* [EXERCISE]: The answer is all of the data repeated exactly, with each picture omitted.

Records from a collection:
>>>>>
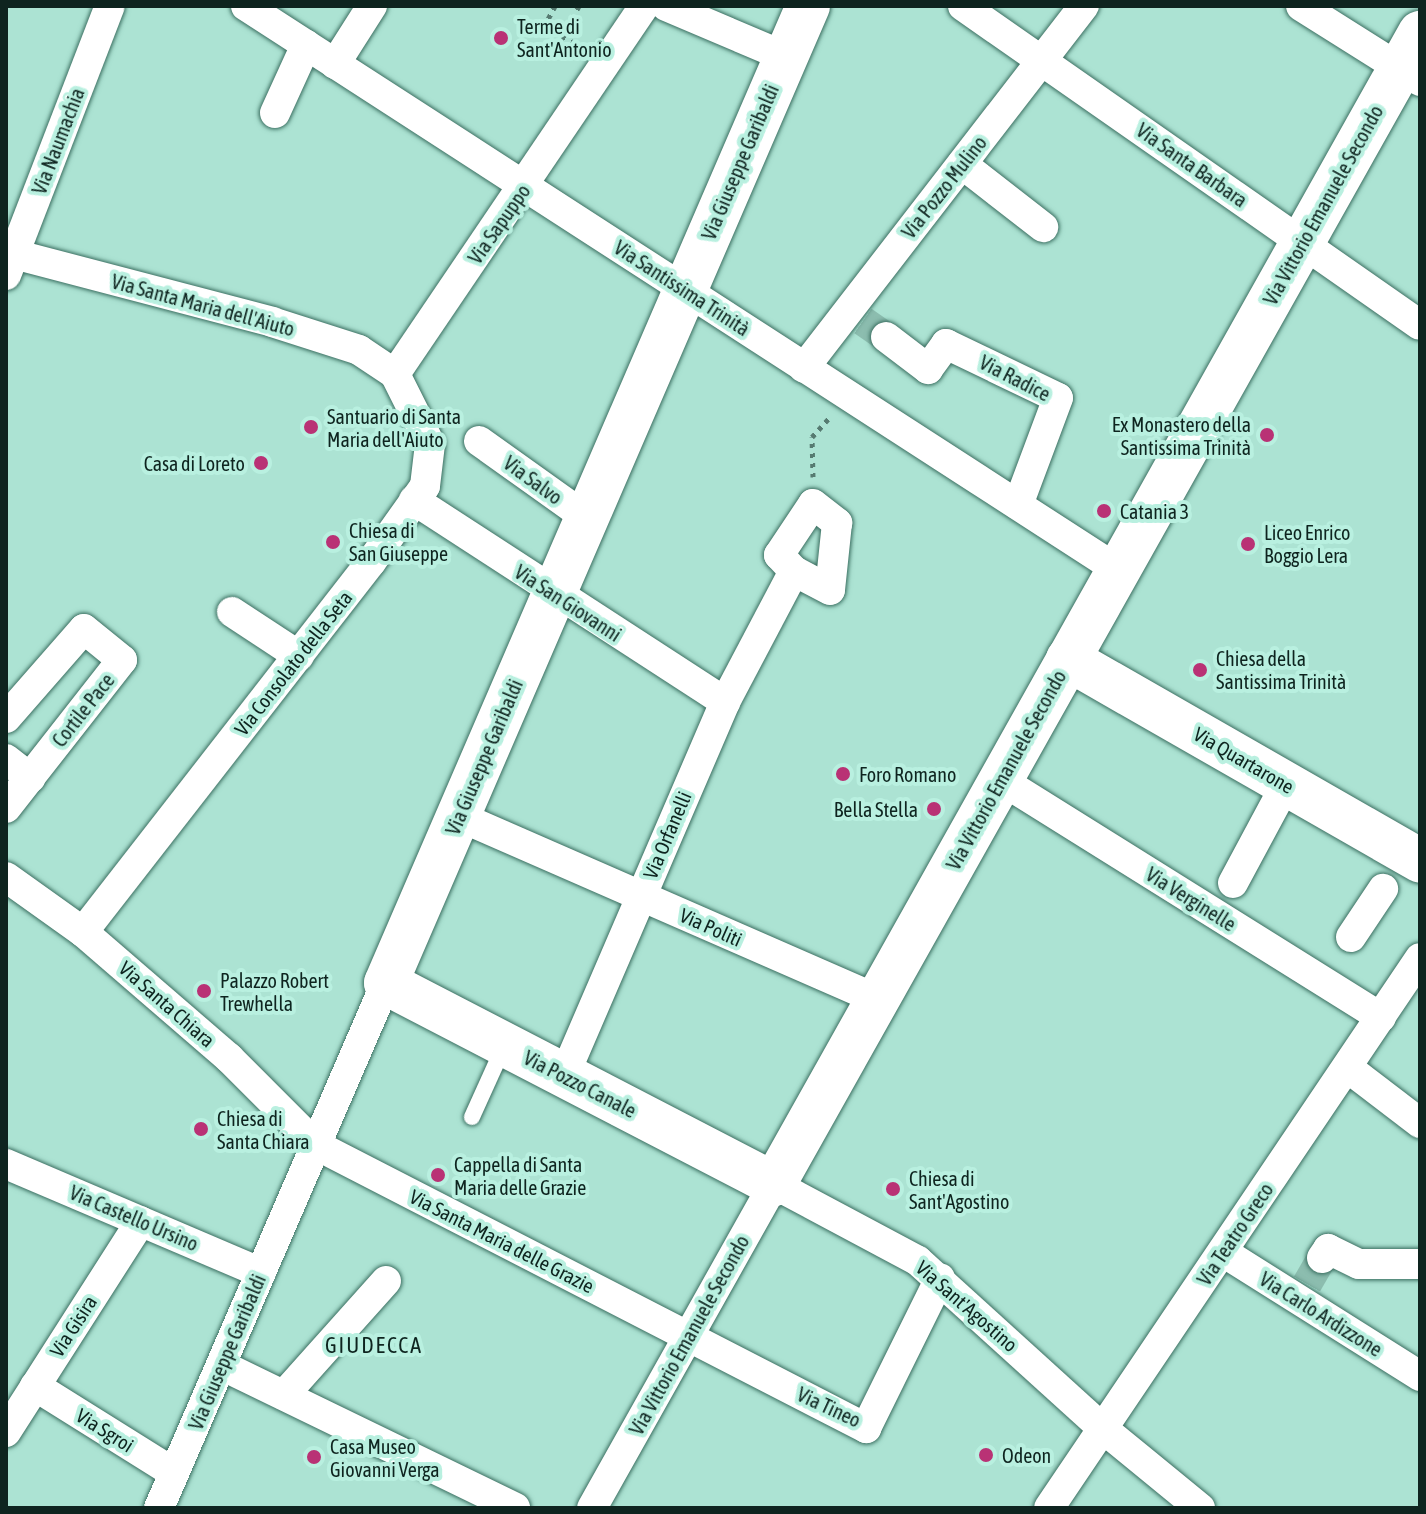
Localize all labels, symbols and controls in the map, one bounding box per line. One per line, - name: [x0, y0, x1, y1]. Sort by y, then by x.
- place label: Terme di Sant'Antonio: [517, 14, 612, 61]
- marker: Terme di Sant'Antonio: [492, 29, 510, 47]
- street label: Via Giuseppe Garibaldi: [696, 81, 784, 243]
- street label: Via Naumachia: [27, 84, 89, 198]
- street label: Via Vittorio Emanuele Secondo: [1258, 101, 1388, 309]
- street label: Via Santa Barbara: [1132, 118, 1252, 212]
- street label: Via Pozzo Mulino: [896, 131, 992, 243]
- street label: Via Sapuppo: [463, 180, 535, 268]
- street label: Via Santissima Trinità: [610, 235, 754, 341]
- street label: Via Santa Maria dell'Aiuto: [109, 269, 297, 341]
- street label: Via Radice: [976, 350, 1054, 406]
- place label: Santuario di Santa Maria dell'Aiuto: [327, 404, 461, 451]
- place label: Ex Monastero della Santissima Trinità: [1112, 412, 1251, 459]
- marker: Santuario di Santa Maria dell'Aiuto: [302, 418, 320, 436]
- marker: Ex Monastero della Santissima Trinità: [1258, 426, 1276, 444]
- place label: Casa di Loreto: [144, 451, 245, 475]
- street label: Via Salvo: [499, 451, 567, 509]
- marker: Casa di Loreto: [252, 454, 270, 472]
- place label: Catania 3: [1120, 499, 1189, 523]
- marker: Catania 3: [1095, 502, 1113, 520]
- place label: Chiesa di San Giuseppe: [349, 518, 448, 565]
- place label: Liceo Enrico Boggio Lera: [1264, 520, 1350, 567]
- marker: Chiesa di San Giuseppe: [324, 533, 342, 551]
- marker: Liceo Enrico Boggio Lera: [1239, 535, 1257, 553]
- street label: Via San Giovanni: [510, 560, 626, 646]
- street label: Via Consolato della Seta: [229, 586, 357, 740]
- place label: Chiesa della Santissima Trinità: [1216, 646, 1346, 693]
- marker: Chiesa della Santissima Trinità: [1191, 661, 1209, 679]
- street label: Via Vittorio Emanuele Secondo: [941, 666, 1071, 874]
- street label: Cortile Pace: [47, 669, 119, 751]
- street label: Via Giuseppe Garibaldi: [440, 676, 528, 838]
- street label: Via Quartarone: [1190, 722, 1298, 798]
- place label: Foro Romano: [859, 762, 956, 786]
- marker: Foro Romano: [834, 765, 852, 783]
- street label: Via Orfanelli: [638, 788, 696, 882]
- place label: Bella Stella: [834, 797, 918, 821]
- marker: Bella Stella: [925, 800, 943, 818]
- street label: Via Verginelle: [1142, 862, 1240, 936]
- street label: Via Politi: [676, 903, 746, 951]
- street label: Via Santa Chiara: [114, 956, 220, 1052]
- place label: Palazzo Robert Trewhella: [220, 968, 329, 1015]
- marker: Palazzo Robert Trewhella: [195, 982, 213, 1000]
- street label: Via Pozzo Canale: [520, 1045, 640, 1123]
- place label: Chiesa di Santa Chiara: [217, 1106, 310, 1153]
- marker: Chiesa di Santa Chiara: [192, 1120, 210, 1138]
- place label: Cappella di Santa Maria delle Grazie: [454, 1152, 586, 1199]
- marker: Cappella di Santa Maria delle Grazie: [429, 1166, 447, 1184]
- place label: Chiesa di Sant'Agostino: [909, 1166, 1009, 1213]
- street label: Via Teatro Greco: [1192, 1178, 1278, 1290]
- street label: Via Castello Ursino: [66, 1180, 202, 1256]
- marker: Chiesa di Sant'Agostino: [884, 1180, 902, 1198]
- street label: Via Santa Maria delle Grazie: [406, 1184, 598, 1298]
- street label: Via Vittorio Emanuele Secondo: [624, 1231, 754, 1439]
- street label: Via Sant'Agostino: [911, 1255, 1023, 1357]
- street label: Via Carlo Ardizzone: [1255, 1267, 1387, 1361]
- street label: Via Giuseppe Garibaldi: [183, 1271, 271, 1433]
- street label: Via Gisira: [44, 1291, 102, 1361]
- district label: GIUDECCA: [325, 1333, 423, 1359]
- street label: Via Tineo: [793, 1382, 865, 1432]
- street label: Via Sgroi: [72, 1403, 138, 1457]
- place label: Casa Museo Giovanni Verga: [330, 1434, 440, 1481]
- place label: Odeon: [1002, 1443, 1051, 1467]
- marker: Odeon: [977, 1446, 995, 1464]
- marker: Casa Museo Giovanni Verga: [305, 1448, 323, 1466]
<<<<<
* [FINAL ANSWER]:
Localize all labels, symbols and controls in the map, one bounding box per line. One per line, - name: [x0, y0, x1, y1]. Sort by y, then by x.
- place label: Terme di Sant'Antonio: [517, 14, 612, 61]
- marker: Terme di Sant'Antonio: [492, 29, 510, 47]
- street label: Via Giuseppe Garibaldi: [696, 81, 784, 243]
- street label: Via Naumachia: [27, 84, 89, 198]
- street label: Via Vittorio Emanuele Secondo: [1258, 101, 1388, 309]
- street label: Via Santa Barbara: [1132, 118, 1252, 212]
- street label: Via Pozzo Mulino: [896, 131, 992, 243]
- street label: Via Sapuppo: [463, 180, 535, 268]
- street label: Via Santissima Trinità: [610, 235, 754, 341]
- street label: Via Santa Maria dell'Aiuto: [109, 269, 297, 341]
- street label: Via Radice: [976, 350, 1054, 406]
- place label: Santuario di Santa Maria dell'Aiuto: [327, 404, 461, 451]
- place label: Ex Monastero della Santissima Trinità: [1112, 412, 1251, 459]
- marker: Santuario di Santa Maria dell'Aiuto: [302, 418, 320, 436]
- marker: Ex Monastero della Santissima Trinità: [1258, 426, 1276, 444]
- place label: Casa di Loreto: [144, 451, 245, 475]
- street label: Via Salvo: [499, 451, 567, 509]
- marker: Casa di Loreto: [252, 454, 270, 472]
- place label: Catania 3: [1120, 499, 1189, 523]
- marker: Catania 3: [1095, 502, 1113, 520]
- place label: Chiesa di San Giuseppe: [349, 518, 448, 565]
- place label: Liceo Enrico Boggio Lera: [1264, 520, 1350, 567]
- marker: Chiesa di San Giuseppe: [324, 533, 342, 551]
- marker: Liceo Enrico Boggio Lera: [1239, 535, 1257, 553]
- street label: Via San Giovanni: [510, 560, 626, 646]
- street label: Via Consolato della Seta: [229, 586, 357, 740]
- place label: Chiesa della Santissima Trinità: [1216, 646, 1346, 693]
- marker: Chiesa della Santissima Trinità: [1191, 661, 1209, 679]
- street label: Via Vittorio Emanuele Secondo: [941, 666, 1071, 874]
- street label: Cortile Pace: [47, 669, 119, 751]
- street label: Via Giuseppe Garibaldi: [440, 676, 528, 838]
- street label: Via Quartarone: [1190, 722, 1298, 798]
- place label: Foro Romano: [859, 762, 956, 786]
- marker: Foro Romano: [834, 765, 852, 783]
- street label: Via Orfanelli: [638, 788, 696, 882]
- place label: Bella Stella: [834, 797, 918, 821]
- marker: Bella Stella: [925, 800, 943, 818]
- street label: Via Verginelle: [1142, 862, 1240, 936]
- street label: Via Politi: [676, 903, 746, 951]
- street label: Via Santa Chiara: [114, 956, 220, 1052]
- place label: Palazzo Robert Trewhella: [220, 968, 329, 1015]
- marker: Palazzo Robert Trewhella: [195, 982, 213, 1000]
- street label: Via Pozzo Canale: [520, 1045, 640, 1123]
- place label: Chiesa di Santa Chiara: [217, 1106, 310, 1153]
- marker: Chiesa di Santa Chiara: [192, 1120, 210, 1138]
- place label: Cappella di Santa Maria delle Grazie: [454, 1152, 586, 1199]
- marker: Cappella di Santa Maria delle Grazie: [429, 1166, 447, 1184]
- place label: Chiesa di Sant'Agostino: [909, 1166, 1009, 1213]
- street label: Via Teatro Greco: [1192, 1178, 1278, 1290]
- street label: Via Castello Ursino: [66, 1180, 202, 1256]
- marker: Chiesa di Sant'Agostino: [884, 1180, 902, 1198]
- street label: Via Santa Maria delle Grazie: [406, 1184, 598, 1298]
- street label: Via Vittorio Emanuele Secondo: [624, 1231, 754, 1439]
- street label: Via Sant'Agostino: [911, 1255, 1023, 1357]
- street label: Via Carlo Ardizzone: [1255, 1267, 1387, 1361]
- street label: Via Giuseppe Garibaldi: [183, 1271, 271, 1433]
- street label: Via Gisira: [44, 1291, 102, 1361]
- district label: GIUDECCA: [325, 1333, 423, 1359]
- street label: Via Tineo: [793, 1382, 865, 1432]
- street label: Via Sgroi: [72, 1403, 138, 1457]
- place label: Casa Museo Giovanni Verga: [330, 1434, 440, 1481]
- place label: Odeon: [1002, 1443, 1051, 1467]
- marker: Odeon: [977, 1446, 995, 1464]
- marker: Casa Museo Giovanni Verga: [305, 1448, 323, 1466]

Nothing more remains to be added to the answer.